State how many lines of the records contain the string "absolute". Give the number alone.

BEGIN Task data

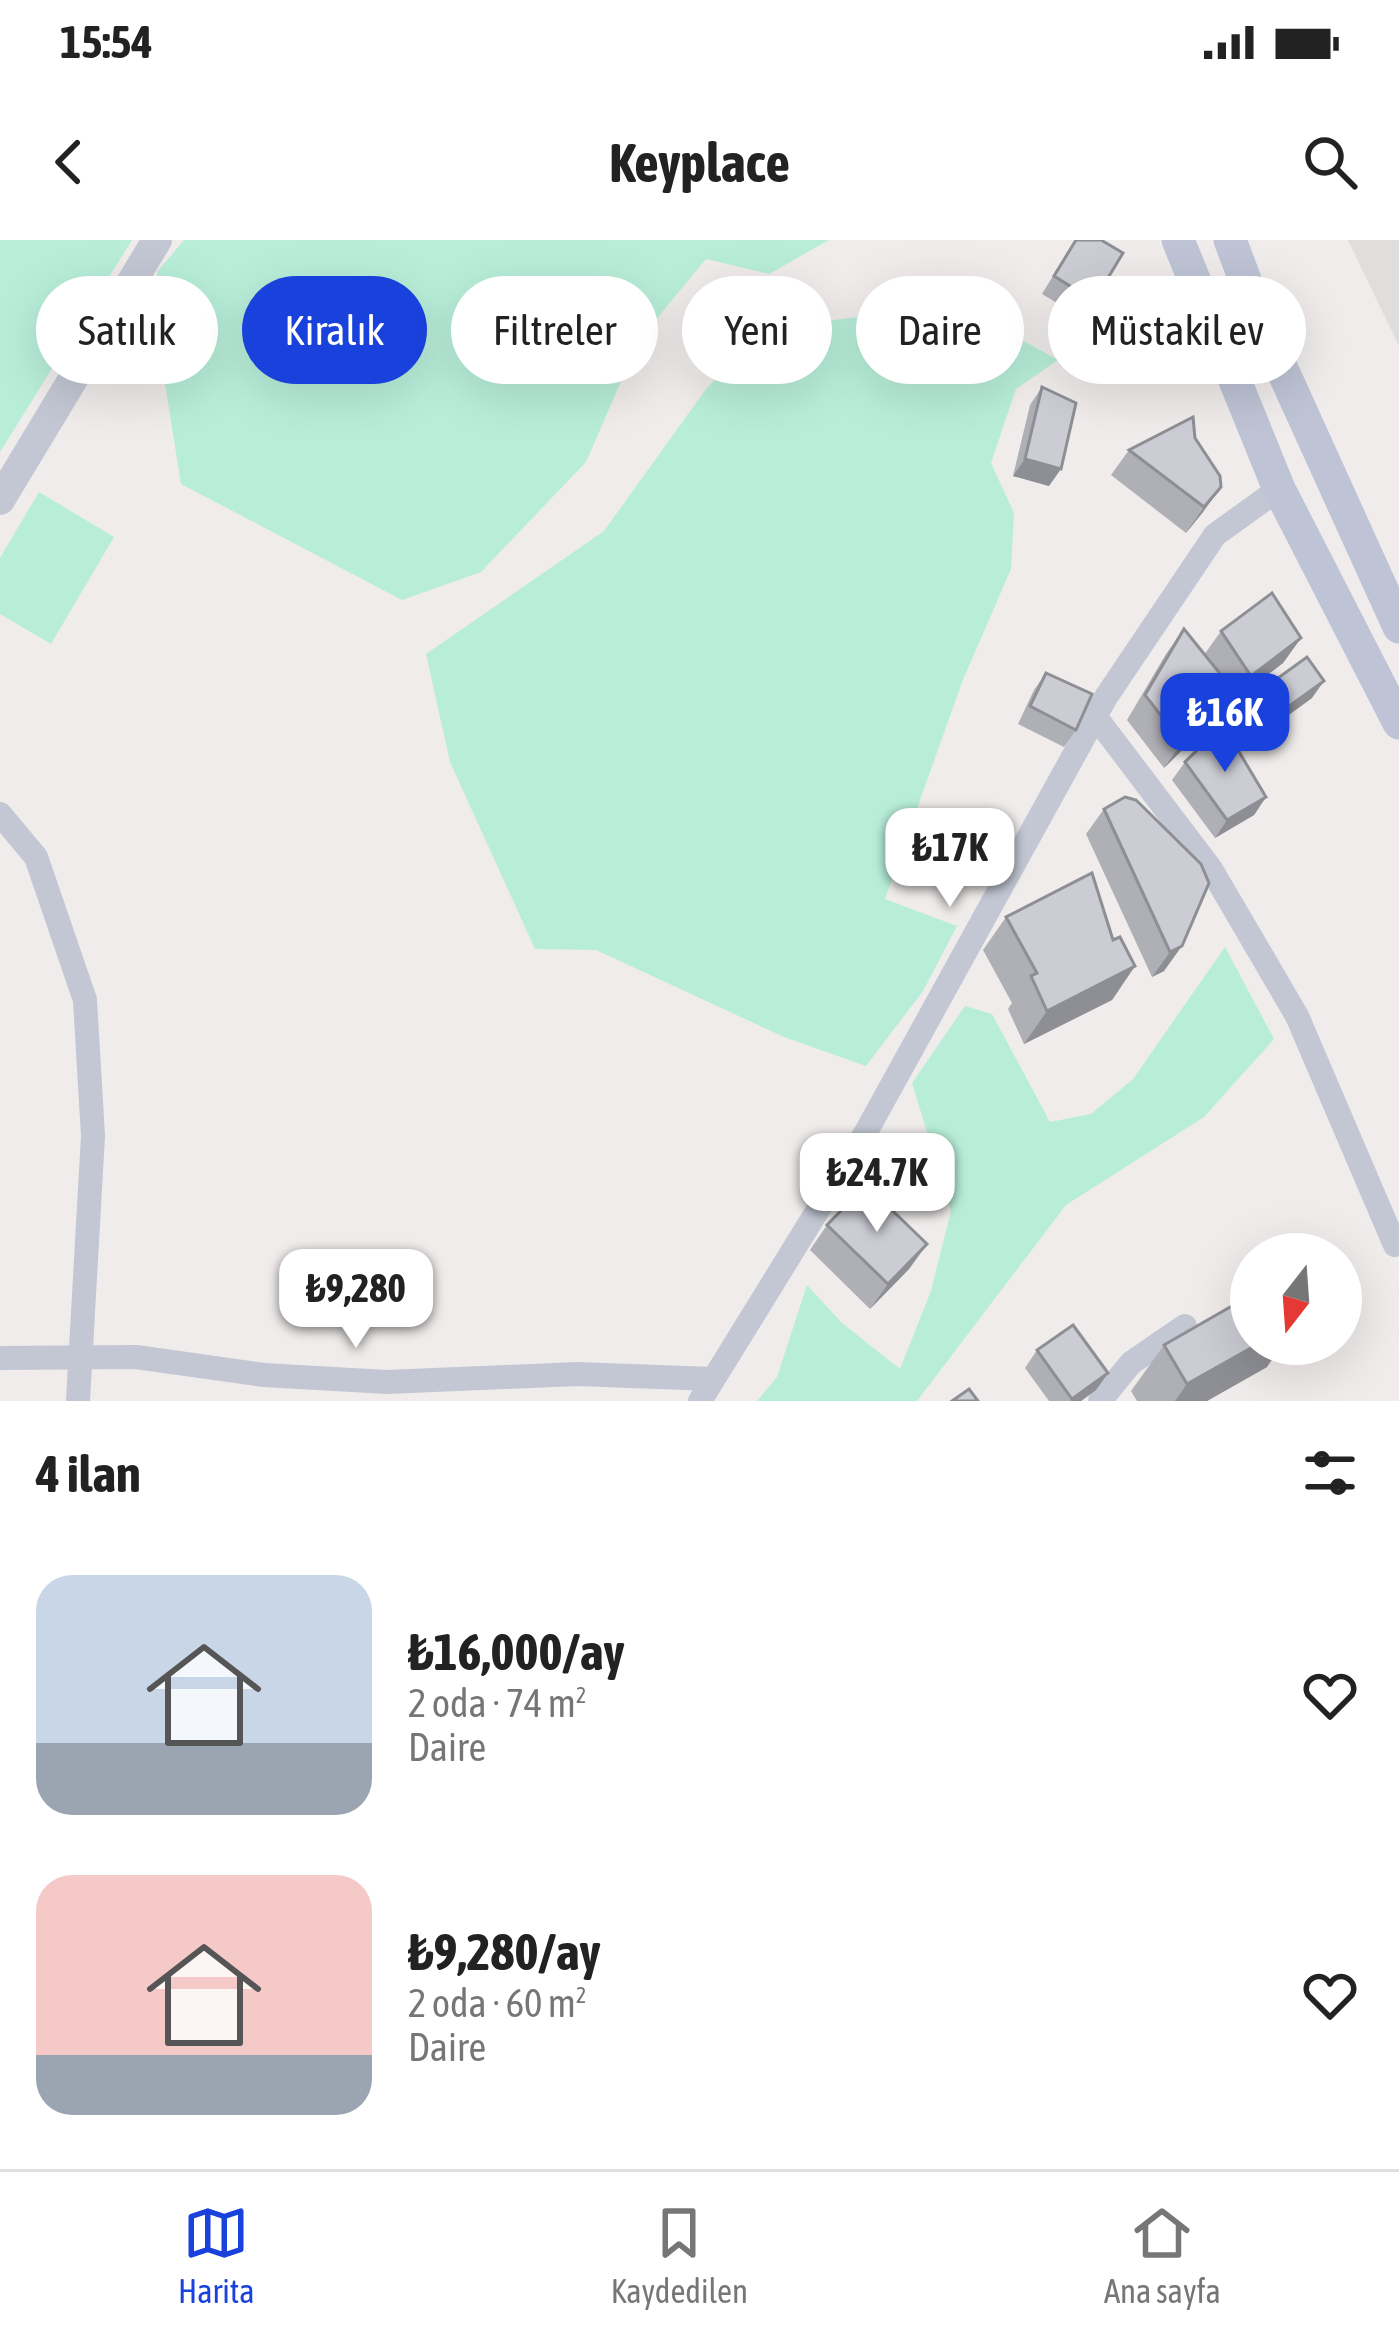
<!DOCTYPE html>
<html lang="tr">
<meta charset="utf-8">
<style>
body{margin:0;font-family:"Asap Condensed",sans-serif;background:#f2f2f2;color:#222;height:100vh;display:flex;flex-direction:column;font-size:45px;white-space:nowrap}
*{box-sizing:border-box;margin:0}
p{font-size:39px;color:#767676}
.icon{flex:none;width:66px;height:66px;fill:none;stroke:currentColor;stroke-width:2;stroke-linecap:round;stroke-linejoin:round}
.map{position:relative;height:1161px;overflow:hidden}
.sheet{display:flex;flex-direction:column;background:#fff;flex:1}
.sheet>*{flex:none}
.guide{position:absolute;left:36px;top:36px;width:1329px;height:108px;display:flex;gap:24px}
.needle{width:78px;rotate:197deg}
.controls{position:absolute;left:1230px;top:993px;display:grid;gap:24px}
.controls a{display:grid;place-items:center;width:132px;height:132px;border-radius:50%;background:#fff;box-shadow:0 12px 48px #0002;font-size:60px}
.price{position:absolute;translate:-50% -102px;padding:0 27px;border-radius:24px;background:#fff;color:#222;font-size:39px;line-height:78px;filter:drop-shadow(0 3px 6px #0008)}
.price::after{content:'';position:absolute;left:50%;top:72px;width:36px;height:27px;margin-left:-18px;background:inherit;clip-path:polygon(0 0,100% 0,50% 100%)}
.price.selected{background:#1941db;color:#fff}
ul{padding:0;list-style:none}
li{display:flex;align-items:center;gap:36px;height:300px;padding:0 36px}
li span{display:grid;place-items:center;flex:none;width:336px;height:240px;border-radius:36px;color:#555}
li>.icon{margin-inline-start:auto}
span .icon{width:144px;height:144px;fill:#fffc;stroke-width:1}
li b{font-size:51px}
h2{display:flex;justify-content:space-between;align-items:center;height:144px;padding:0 36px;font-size:51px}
.tag{padding:0 42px;border-radius:54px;background:#fff;box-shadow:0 12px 48px #0002;font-size:42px;line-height:108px}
.tag.selected{background:#1941db;color:#fff}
.status{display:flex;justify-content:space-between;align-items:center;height:84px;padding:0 60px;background:#fff;direction:ltr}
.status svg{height:33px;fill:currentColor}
header{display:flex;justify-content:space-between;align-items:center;height:156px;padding:0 36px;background:#fff;font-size:54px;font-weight:700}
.tab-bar{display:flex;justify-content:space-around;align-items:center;height:168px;border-top:3px solid #e0e0e0;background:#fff;font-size:33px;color:#767676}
.tab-bar a{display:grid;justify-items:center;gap:6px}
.tab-bar .selected{color:#1941db}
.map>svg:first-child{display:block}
</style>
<div class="status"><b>15:54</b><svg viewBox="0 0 49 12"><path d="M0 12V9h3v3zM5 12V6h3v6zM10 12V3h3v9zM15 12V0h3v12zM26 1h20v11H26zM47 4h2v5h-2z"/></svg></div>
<header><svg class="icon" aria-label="back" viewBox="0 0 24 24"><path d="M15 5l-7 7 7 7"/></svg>Keyplace<svg class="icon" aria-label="search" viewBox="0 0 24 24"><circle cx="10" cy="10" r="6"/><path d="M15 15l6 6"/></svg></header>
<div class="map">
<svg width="1399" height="1161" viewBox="0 0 1399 1161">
<rect width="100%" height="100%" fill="#efeceb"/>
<path fill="#e0dddd" d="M1348,0H1399V106Z"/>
<g fill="#b8eed9">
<path d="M0,0H132L0,212Z"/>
<path d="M184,0H829L769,34L706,19L639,100L586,222L481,332L402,360L181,244L158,100L157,32Z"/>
<path d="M917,70L959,104L1024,101L1058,120L1016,149L991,223L1014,273L1011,329L962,442L885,659L957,686L923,751L866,826L784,797L596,710L535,709L450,522L426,414L604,291L706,149L767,88Z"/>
<path d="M39,252L114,297L51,404L0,374V318Z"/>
<path d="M1225,707L1274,799L1204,877L1066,965L917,1161H757L777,1137L807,1045L842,1083L900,1129L931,1051L951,971L912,843L965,766L992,774L1050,882L1091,874L1133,839Z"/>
</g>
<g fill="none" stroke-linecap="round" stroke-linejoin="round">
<g stroke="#c2c7d3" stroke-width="24">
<path d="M1095,476L1211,629L1297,776L1395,1005"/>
<path d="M0,574L36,617L85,760L93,896L78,1161"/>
<path d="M0,1118L136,1117L264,1135L387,1142L577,1134L713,1139"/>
<path d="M700,1161L866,892L1106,457L1215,295L1279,249"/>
<path d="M1100,1161L1131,1123L1185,1086"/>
</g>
<path stroke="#c2c7d3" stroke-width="30" d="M0,260L157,0"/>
<g stroke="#bec4d5" stroke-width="33">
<path d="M1178,0L1279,249L1399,483"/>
<path d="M1230,0L1262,85L1399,387"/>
</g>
</g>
<g fill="#afafb6">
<path d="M1075,0H1101L1094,61L1082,78L1042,54Z"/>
<path d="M1042,147L1049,246L1013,236L1030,165Z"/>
<path d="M1195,198L1220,236L1203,272L1186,293L1111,235L1129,210Z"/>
<path d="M1184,389L1204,415L1221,391L1301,398L1283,423L1233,461L1230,456L1216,477L1164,528L1127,480L1166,414Z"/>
<path d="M1046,433L1076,490L1064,507L1018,484L1034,450Z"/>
<path d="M1263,449L1312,458L1268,490L1251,466Z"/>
<path d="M1185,522L1266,557L1254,575L1215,598L1172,540Z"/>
<path d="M1104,569L1201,624L1164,731L1152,737L1086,594Z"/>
<path d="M1006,677L1113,700L1135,726L1112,760L1024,804L1008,769L1012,763L983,710Z"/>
<path d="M827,985L927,1004L909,1029L870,1069L810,1010Z"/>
<path d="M1164,1105L1267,1127L1207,1161H1137L1131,1151Z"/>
<path d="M1037,1110L1108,1133L1096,1150L1081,1161H1049L1025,1128Z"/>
</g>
<g fill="#8e8f94">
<path d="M1025,219L1061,229L1049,246L1013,236Z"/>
<path d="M1221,247L1203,272L1186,293L1204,267Z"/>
<path d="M1301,398L1283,423L1233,461L1251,436Z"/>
<path d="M1324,441L1312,458L1268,490L1281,472Z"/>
<path d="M1234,451L1216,477L1164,528L1182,503Z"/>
<path d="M1266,557L1254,575L1215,598L1227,580Z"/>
<path d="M1182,706L1164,731L1152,737L1170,712Z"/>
<path d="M1135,726L1112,760L1024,804L1047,771Z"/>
<path d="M927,1004L909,1029L870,1069L888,1044Z"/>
<path d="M1258,1104H1283L1267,1127L1207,1161H1175L1187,1144Z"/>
<path d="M1108,1133L1096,1150L1081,1161H1071Z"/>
</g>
<g fill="#cbccd4" stroke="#8e8f94" stroke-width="3">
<path d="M1076,0H1101L1123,13L1094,61L1054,36Z"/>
<path d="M1042,147L1076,163L1061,229L1025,219Z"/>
<path d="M1193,177L1195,198L1220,236L1221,247L1204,267L1129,210Z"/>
<path d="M1272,353L1301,398L1251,436L1221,391Z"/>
<path d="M1184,389L1234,451L1182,503L1145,455Z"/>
<path d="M1307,417L1324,441L1281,472L1263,449Z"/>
<path d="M1046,433L1092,454L1076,490L1030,466Z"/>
<path d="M1223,485L1266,557L1227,580L1185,522Z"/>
<path d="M1125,557L1136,560L1201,624L1209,643L1182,706L1170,712L1104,569Z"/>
<path d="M1092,633L1113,700L1120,697L1135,726L1047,771L1031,736L1037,733L1006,677Z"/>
<path d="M866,945L927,1004L888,1044L827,985Z"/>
<path d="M1251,1055V1104H1258L1187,1144L1164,1105Z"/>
<path d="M1073,1085L1108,1133L1072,1159L1037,1110Z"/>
<path d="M969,1149L978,1161H952Z"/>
</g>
</svg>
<div class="controls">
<a><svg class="needle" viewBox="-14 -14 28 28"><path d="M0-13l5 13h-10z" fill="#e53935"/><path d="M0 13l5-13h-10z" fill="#767676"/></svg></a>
</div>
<b class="price selected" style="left:1225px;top:535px">₺16K</b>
<b class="price" style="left:950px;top:670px">₺17K</b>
<b class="price" style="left:877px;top:995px">₺24.7K</b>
<b class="price" style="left:356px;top:1111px">₺9,280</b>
<div class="guide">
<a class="tag">Satılık</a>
<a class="tag selected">Kiralık</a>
<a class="tag">Filtreler</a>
<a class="tag">Yeni</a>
<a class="tag">Daire</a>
<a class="tag">Müstakil ev</a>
</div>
</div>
<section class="sheet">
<h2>4 ilan<svg class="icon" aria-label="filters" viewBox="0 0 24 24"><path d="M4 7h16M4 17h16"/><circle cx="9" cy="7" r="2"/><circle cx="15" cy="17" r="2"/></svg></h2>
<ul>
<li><span style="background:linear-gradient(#c9d6e8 70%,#9aa5b1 0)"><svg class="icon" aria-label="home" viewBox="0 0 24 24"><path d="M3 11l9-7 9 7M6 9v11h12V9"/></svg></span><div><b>₺16,000/ay</b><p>2 oda · 74 m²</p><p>Daire</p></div><svg class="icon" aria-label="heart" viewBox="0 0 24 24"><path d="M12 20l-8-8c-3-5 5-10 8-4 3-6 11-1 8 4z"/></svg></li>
<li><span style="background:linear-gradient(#f6c9c9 75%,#9aa5b1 0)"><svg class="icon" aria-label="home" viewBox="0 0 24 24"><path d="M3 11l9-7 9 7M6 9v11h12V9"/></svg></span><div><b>₺9,280/ay</b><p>2 oda · 60 m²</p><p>Daire</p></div><svg class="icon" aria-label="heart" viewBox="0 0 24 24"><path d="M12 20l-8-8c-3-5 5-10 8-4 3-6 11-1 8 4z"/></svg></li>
</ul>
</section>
<nav class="tab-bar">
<a class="selected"><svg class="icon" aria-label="map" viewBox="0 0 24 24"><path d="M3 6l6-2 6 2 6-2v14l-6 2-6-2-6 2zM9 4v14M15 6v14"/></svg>Harita</a>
<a><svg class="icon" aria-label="saved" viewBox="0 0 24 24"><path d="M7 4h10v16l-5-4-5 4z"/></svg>Kaydedilen</a>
<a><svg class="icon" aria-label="home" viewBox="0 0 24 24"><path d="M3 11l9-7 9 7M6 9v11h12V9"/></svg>Ana sayfa</a>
</nav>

END Task data

**Completed task**
4